Vein occlusion
The retina has veins that carry blood away from the retina (and ultimately back to the lungs and heart for oxygen replenishment and recirculation). Think of streams and rivers: tiny venules (creeks) combine to form streams or small rivers (branch veins) which combine to form one large river (the central vein, the "Mississippi River" of the retina).

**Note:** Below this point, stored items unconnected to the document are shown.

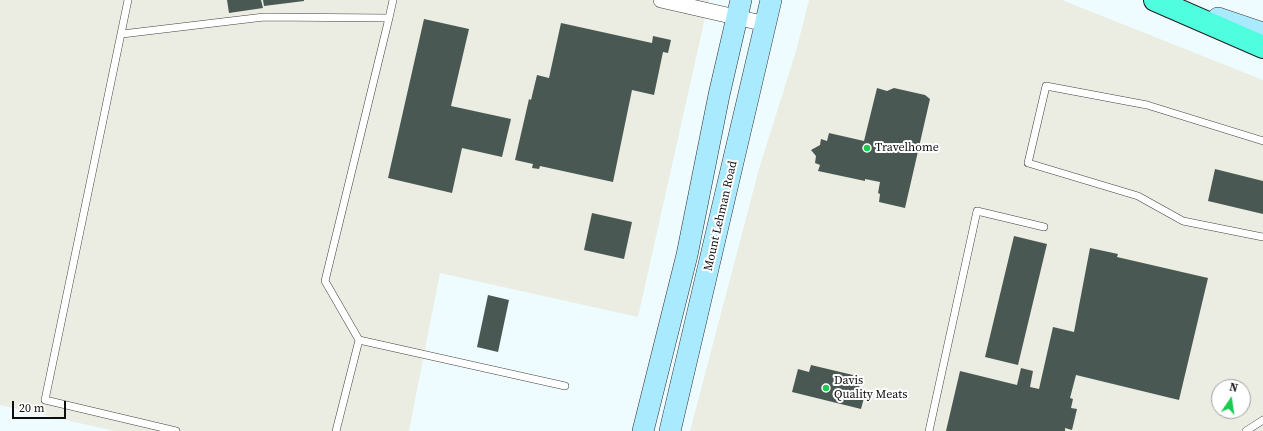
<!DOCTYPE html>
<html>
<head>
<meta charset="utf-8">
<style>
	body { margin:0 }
	#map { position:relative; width:1263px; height:431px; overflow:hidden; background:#effcff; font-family:"Source Serif 4",serif }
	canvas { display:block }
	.north { position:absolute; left:1211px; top:379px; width:40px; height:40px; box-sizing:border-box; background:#fff; border:1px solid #9f9f9f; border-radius:50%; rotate:13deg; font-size:11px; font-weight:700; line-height:16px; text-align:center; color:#0e0e0e }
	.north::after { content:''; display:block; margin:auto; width:14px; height:18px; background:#1cc951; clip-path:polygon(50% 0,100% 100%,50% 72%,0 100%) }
	.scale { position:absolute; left:12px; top:401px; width:54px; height:18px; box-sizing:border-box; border:2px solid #0e0e0e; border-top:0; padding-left:5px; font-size:12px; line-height:14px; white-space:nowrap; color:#0e0e0e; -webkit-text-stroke:3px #fff; paint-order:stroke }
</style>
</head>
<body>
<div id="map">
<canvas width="1263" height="431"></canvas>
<div class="north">N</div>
<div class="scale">20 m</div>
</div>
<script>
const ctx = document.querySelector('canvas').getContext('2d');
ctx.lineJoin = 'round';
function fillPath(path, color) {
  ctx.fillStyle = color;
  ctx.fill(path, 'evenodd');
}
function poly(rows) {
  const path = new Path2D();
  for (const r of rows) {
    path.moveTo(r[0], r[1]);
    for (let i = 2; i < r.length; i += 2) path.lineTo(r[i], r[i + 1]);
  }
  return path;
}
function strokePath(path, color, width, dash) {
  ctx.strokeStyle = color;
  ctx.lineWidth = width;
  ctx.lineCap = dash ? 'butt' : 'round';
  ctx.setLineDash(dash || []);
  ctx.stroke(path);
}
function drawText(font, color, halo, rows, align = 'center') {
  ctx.font = font + ' "Source Serif 4",serif';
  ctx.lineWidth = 4;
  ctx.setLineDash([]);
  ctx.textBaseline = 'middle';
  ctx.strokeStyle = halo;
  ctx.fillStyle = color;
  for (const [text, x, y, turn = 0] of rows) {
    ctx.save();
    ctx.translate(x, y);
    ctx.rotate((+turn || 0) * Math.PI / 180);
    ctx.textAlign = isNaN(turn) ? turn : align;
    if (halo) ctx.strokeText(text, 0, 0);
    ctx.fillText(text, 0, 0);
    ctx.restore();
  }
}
fillPath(poly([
	[0,0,709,0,638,317,440,273,409,431,114,431,0,405],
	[809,0,1062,0,1263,80,1263,431,690,431,759,169,796,51],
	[1219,387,1243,387,1243,411,1219,411]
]), '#ebede2');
fillPath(poly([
	[227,0,261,0,263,8,229,13],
	[263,0,304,0,304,1,264,6],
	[424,19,469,29,451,106,511,119,502,157,462,148,452,193,388,178],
	[561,23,652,43,653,36,671,40,668,53,663,52,654,95,632,90,613,182,540,166,539,169,532,168,533,164,515,160,529,99,531,100,537,75,549,78],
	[877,88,887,91,894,88,925,95,930,99,905,208,879,202,880,194,878,193,880,182,865,179,865,181,818,171,820,165,815,163,816,156,811,150,820,145,821,139,827,141,829,133,864,141],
	[1215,169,1263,181,1263,214,1208,201],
	[592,213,632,222,624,259,584,250],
	[1014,236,1047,244,1018,365,985,357],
	[1090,248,1118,254,1117,257,1208,278,1179,400,1076,375,1070,398,1073,399,1071,408,1077,409,1072,430,1065,428,1065,431,946,431,960,371,1017,385,1021,368,1033,371,1030,387,1039,389,1053,327,1074,332],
	[488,295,509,300,498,352,477,347],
	[811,365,853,375,852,381,860,383,858,392,865,394,861,409,792,392,798,369,809,372]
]), '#4a5854');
const lane = poly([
	[128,0,45,400,176,431],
	[389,18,393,0],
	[122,34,264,17,389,18,325,281,359,340,565,386],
	[1263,141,1147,105,1046,86,1028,163,1138,196,1183,221,1263,237],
	[336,431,359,340],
	[929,431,977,211,1044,227],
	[1246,431,1263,420]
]);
const street = poly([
	[661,0,766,24]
]);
const secondary = poly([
	[1218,18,1263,33],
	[643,431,687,255,719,95,741,0],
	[670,431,771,0]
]);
const highway = poly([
	[1155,0,1263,47]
]);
strokePath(lane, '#414141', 8);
strokePath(street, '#414141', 16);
strokePath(secondary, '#303030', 22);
strokePath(highway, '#1f1f1f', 24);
strokePath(lane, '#fff', 7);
strokePath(street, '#fff', 15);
strokePath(secondary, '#aaeaff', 21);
strokePath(highway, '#4efede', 22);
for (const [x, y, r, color] of [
	[867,148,4,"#1cc951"],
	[826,388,4,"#1cc951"]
]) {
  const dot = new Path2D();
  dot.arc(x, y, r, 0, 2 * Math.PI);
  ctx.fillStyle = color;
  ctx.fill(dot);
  strokePath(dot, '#fff', 1.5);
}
drawText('12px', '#0e0e0e', '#fff', [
	["Travelhome",875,148],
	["Davis",834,381],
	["Quality Meats",834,395]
], 'left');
drawText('12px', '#0e0e0e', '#fff', [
	["Mount Lehman Road",721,216,-77]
]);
</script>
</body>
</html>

For reasons that are not always clear, a blockage can develop in a vein, in either a branch vein or the central vein. Branch vein occlusions tend to happen in people over 45, often with some history of high blood pressure and perhaps diabetes and high cholesterol. Central vein occlusions tend to happen in patients over 60. When vein occlusions happen in patients under 40 we must consider a predisposition to blood clots, and we may send you to a hematologist (blood clotting doctor) for special tests.
These vein occlusions cause blood flow to "back up" into the retina, causing bleeding and swelling within the retina itself. This bleeding and swelling in the retina reduces vision.
We cannot do anything about the occlusion itself. Some exotic treatments, including injecting TPA ("clot buster" medicine) into the vein, dissecting the vein (sheathotomy), and making an incision in the optic nerve (radial optic neurotomy) have been initially greated with great fanfare but have not graduated to the level of widely-used, evidence-based interventions.
Based on the Branch Vein Occlusion Study clinical trial, the only intervention (for branch vein occlusions) based on a high level of evidence is grid laser for cases where the retinal swelling does not go away on its own after a few months (1, 2).
Based on the Central Vein Occlusion Study clinical trial, for central vein occlusions, grid laser does not help with the retinal swelling (3). Panretinal or scatter laser should be performed if the front part of the eye starts to grow abnormal new blood vessels (4).
In the past few years, retinal physicians have started to inject steroids into the eye for retinal swelling associated with branch and central retinal vein occlusion. This particular use of steroids is not FDA approved, e.g. is "off-label." Steroid injection carries risks, including cataract, glaucoma, and in-the-eye infection. The steroid injection often needs to be repeated, or the swelling may return after the steroid effect wears off after 3-4 months. A clinical trial called the SCORE study is currently underway to investigate in a scientifically rigorous fashion the merits of this intervention. The results of this study should come out in the next two years and Dr. Dahr will update his patients when those results are released. Until then, in select situations Dr. Dahr may discuss with you the the option of steroid injections.
Retinal physicians have also started to inject Avastin, a colon cancer drug, into the eye, for vein occlusions. This use of Avastin is an "off label" use of the medication. There have been some promising initial results but the "final verdict" is far from being determined. Rigorous clinical trials are being planned but the results of such trials are years away. Until then, in select situations Dr. Dahr may discuss with you the option of Avastin injections.
One last note: patients with central vein occlusions are at significant risk of developing a special glaucoma called Neovascular Glaucoma in the first year after an occlusion. This neovascular glaucoma can take away the remaining vision in the eye and can also make the eye painful. Dr. Dahr may check your eye every 1-2 months for several months to make sure such a glaucoma is not developing. If such a glaucoma starts to develop, scatter laser and/or an Avastin injection may be considered. If neovascular glaucoma is caught at an early stage, the need for glaucoma surgery on the eye can often be avoided.